While negotiating with a client/vendor, enter the discussion with a win-win mindset. Understand that both the parties need to walk away with gains. So, if you are looking for a higher price, perhaps your client wants the peace of mind that comes with an extended warranty. If you think of it as a win-lose deal, you stand to lose both the deal and the working relationship. Irrespective of the outcome, do not take words, requests or denials personally.

A lost deal does not mean that you have failed. It simply implies that at that moment, the client could not afford to accept your offer. Do, however, take time to help the client understand what he stands to gain from your offer. Listen carefully to make sure you understand what he really wants.

Also remember never to lose your cool or emotions.
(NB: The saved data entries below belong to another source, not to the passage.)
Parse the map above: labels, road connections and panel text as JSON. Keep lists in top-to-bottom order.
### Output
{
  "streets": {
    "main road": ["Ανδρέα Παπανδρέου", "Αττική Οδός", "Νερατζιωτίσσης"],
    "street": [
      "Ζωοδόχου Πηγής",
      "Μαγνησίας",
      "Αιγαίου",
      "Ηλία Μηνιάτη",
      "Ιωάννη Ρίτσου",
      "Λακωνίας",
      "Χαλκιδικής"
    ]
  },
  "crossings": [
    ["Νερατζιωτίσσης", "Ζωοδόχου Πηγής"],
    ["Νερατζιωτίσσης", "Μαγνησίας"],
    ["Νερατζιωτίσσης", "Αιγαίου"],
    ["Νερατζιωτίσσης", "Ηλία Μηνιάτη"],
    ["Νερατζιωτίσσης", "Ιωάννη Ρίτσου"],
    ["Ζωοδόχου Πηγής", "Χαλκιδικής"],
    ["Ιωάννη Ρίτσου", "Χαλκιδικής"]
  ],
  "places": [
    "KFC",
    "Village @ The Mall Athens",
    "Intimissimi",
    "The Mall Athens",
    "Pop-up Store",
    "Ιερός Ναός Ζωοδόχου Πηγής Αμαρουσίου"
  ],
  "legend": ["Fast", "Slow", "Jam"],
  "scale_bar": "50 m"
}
Your friends may accept you as you are, but your clients could run scared. Try and be the first to make an offer. It will help anchor the client to your view and the final agreement is more likely to end closer to your proposal. Do not compromise on your ethical standards. Most clients/vendors would be happy to work where they perceive the other person to be fair. While the client has the right to ask and know before paying, both parties are entitled to take time to think through their reactions.

At the end of the day, every interaction with a client/vendor teaches us something new that adds to our negotiation experience. It is a skill that takes years to master. Know that negotiation with clients is often focused on money. Add to it the amorphous nature of relationships and negotiations can become very complex.